Below are records. Copy every line with "width" in it.
····················
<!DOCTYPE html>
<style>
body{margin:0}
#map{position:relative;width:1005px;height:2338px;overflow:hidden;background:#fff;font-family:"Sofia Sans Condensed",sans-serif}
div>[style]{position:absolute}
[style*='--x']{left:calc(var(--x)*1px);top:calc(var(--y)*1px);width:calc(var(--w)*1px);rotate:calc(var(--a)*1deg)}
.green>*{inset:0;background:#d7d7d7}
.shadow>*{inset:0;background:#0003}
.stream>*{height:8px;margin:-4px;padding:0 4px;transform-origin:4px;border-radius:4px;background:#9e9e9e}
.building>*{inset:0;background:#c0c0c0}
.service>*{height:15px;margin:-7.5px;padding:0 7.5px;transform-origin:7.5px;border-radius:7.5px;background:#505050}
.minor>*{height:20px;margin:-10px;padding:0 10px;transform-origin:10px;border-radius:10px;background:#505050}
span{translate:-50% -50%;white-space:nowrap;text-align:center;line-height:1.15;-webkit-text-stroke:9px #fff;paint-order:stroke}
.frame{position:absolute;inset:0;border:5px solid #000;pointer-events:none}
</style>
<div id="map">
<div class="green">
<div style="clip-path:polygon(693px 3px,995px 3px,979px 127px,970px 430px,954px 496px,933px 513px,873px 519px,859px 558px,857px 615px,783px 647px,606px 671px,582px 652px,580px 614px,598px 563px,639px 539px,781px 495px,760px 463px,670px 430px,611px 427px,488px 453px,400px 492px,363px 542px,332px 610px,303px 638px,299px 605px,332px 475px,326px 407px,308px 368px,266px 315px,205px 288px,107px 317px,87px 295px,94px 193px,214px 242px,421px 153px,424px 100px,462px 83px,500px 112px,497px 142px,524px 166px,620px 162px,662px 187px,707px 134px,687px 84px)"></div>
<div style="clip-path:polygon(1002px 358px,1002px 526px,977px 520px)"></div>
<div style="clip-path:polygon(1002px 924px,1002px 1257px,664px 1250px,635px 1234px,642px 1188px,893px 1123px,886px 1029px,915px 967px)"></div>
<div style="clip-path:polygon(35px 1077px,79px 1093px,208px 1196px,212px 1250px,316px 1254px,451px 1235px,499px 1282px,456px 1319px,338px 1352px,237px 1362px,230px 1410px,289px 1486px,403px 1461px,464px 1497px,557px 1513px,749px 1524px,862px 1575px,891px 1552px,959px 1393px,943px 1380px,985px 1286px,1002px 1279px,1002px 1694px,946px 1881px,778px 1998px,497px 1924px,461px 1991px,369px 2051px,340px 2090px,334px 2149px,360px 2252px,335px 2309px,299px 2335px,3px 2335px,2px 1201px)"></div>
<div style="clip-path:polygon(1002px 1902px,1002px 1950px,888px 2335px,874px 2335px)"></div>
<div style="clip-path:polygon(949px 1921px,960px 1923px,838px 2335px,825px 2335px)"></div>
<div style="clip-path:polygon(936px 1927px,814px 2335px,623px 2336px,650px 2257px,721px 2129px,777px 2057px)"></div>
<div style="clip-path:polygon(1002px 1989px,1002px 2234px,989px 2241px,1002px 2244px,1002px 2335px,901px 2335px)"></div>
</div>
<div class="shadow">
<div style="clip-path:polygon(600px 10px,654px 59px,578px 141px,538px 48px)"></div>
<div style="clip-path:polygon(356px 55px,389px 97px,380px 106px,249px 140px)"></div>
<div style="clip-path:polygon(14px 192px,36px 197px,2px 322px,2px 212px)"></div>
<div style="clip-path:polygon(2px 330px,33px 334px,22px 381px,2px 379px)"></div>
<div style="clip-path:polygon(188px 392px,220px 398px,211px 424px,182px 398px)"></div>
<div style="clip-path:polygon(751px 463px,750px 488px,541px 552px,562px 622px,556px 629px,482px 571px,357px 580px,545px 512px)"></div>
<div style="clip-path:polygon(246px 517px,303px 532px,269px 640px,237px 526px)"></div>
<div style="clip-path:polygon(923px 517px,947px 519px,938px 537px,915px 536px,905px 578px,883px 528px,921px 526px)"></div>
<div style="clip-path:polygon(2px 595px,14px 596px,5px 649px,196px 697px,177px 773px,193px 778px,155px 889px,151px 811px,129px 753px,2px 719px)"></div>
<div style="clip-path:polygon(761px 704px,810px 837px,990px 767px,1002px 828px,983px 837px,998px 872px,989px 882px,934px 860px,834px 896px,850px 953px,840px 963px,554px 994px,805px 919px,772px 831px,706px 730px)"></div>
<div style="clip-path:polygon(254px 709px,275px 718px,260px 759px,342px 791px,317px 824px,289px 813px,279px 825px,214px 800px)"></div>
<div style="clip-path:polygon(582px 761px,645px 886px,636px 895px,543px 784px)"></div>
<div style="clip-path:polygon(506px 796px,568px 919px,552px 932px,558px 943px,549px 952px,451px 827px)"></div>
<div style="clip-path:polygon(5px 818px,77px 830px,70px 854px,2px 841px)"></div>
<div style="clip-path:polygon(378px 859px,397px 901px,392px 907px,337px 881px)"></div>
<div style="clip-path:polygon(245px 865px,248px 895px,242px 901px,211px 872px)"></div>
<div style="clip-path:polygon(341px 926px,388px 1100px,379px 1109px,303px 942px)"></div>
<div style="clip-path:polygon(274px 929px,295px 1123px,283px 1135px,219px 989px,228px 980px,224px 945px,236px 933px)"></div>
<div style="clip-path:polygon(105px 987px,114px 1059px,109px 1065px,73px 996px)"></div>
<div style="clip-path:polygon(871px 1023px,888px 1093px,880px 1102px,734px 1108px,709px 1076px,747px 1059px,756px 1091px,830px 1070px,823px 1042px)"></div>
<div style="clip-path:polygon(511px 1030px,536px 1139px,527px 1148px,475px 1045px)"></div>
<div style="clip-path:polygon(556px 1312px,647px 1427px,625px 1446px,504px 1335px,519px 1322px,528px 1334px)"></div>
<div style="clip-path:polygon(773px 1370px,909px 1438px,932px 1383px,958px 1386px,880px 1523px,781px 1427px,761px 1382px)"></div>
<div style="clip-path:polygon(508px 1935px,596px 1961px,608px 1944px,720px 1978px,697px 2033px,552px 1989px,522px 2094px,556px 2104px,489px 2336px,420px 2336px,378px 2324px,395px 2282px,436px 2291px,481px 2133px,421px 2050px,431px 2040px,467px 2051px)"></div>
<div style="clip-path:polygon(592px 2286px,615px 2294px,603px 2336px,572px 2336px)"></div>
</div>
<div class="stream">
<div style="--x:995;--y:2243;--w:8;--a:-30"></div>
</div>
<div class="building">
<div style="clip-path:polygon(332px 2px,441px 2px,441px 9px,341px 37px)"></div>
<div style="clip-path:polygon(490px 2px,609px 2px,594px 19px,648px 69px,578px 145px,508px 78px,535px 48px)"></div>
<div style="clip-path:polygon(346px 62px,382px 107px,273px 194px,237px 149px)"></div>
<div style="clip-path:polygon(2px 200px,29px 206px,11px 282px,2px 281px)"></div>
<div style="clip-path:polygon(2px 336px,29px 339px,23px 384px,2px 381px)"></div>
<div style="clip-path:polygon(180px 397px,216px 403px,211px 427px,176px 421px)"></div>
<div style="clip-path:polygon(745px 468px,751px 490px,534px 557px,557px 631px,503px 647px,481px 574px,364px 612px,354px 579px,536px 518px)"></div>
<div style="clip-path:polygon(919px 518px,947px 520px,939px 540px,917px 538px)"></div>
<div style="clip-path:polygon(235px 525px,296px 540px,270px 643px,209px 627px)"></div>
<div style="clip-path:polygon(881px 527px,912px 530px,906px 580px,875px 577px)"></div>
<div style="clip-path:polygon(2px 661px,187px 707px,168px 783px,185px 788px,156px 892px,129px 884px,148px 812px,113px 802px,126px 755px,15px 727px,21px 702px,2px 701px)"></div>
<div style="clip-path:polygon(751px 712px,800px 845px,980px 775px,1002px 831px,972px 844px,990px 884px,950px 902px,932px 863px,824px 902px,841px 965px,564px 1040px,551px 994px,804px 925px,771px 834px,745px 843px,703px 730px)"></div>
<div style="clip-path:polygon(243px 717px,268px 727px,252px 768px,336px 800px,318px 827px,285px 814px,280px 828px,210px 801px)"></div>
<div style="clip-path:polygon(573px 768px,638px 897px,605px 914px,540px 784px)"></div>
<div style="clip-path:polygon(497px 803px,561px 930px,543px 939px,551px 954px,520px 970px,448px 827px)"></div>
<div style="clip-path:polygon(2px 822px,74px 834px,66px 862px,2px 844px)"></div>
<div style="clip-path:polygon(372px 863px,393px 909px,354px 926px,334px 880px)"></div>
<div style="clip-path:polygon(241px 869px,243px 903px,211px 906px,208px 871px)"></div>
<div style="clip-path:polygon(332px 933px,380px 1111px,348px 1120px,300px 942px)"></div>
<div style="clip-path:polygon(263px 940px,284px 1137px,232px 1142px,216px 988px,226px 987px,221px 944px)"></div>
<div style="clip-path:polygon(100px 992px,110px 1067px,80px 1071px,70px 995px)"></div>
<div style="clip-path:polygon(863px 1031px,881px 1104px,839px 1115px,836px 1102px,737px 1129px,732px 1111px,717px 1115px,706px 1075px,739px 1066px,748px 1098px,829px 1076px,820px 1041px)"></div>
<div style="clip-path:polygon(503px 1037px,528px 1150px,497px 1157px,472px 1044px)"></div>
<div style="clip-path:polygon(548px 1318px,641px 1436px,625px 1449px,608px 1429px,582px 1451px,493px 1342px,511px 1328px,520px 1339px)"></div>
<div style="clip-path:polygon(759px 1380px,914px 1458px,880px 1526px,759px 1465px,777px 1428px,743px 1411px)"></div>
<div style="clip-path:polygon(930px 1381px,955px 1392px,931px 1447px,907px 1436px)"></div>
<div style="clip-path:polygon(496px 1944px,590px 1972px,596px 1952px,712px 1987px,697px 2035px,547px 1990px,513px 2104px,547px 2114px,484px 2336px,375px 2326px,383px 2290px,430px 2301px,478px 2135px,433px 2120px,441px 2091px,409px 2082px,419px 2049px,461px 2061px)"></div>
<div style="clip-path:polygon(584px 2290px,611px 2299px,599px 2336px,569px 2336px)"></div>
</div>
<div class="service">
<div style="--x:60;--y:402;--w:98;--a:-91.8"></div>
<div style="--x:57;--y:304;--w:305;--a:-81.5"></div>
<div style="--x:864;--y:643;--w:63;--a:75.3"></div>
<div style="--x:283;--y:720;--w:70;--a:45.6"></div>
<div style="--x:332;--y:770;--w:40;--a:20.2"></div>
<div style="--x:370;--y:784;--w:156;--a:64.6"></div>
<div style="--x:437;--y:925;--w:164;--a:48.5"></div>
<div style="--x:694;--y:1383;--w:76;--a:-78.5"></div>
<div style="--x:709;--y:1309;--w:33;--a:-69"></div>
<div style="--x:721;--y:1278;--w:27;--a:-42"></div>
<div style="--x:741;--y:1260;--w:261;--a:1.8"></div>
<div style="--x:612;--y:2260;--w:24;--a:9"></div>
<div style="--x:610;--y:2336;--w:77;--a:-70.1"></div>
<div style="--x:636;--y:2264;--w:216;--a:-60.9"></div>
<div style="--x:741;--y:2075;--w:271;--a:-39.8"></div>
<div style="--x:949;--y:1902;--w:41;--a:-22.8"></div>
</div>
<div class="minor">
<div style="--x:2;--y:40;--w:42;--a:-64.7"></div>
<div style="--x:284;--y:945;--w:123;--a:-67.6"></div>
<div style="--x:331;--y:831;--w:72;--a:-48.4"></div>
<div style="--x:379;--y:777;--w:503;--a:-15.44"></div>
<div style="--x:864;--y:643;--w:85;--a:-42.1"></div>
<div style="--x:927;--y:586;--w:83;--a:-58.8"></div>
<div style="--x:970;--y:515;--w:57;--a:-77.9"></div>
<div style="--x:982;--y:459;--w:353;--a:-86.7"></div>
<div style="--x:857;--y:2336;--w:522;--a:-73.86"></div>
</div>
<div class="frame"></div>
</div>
····················
• Task answer:
#map{position:relative;width:1005px;height:2338px;overflow:hidden;background:#fff;font-family:"Sofia Sans Condensed",sans-serif}
[style*='--x']{left:calc(var(--x)*1px);top:calc(var(--y)*1px);width:calc(var(--w)*1px);rotate:calc(var(--a)*1deg)}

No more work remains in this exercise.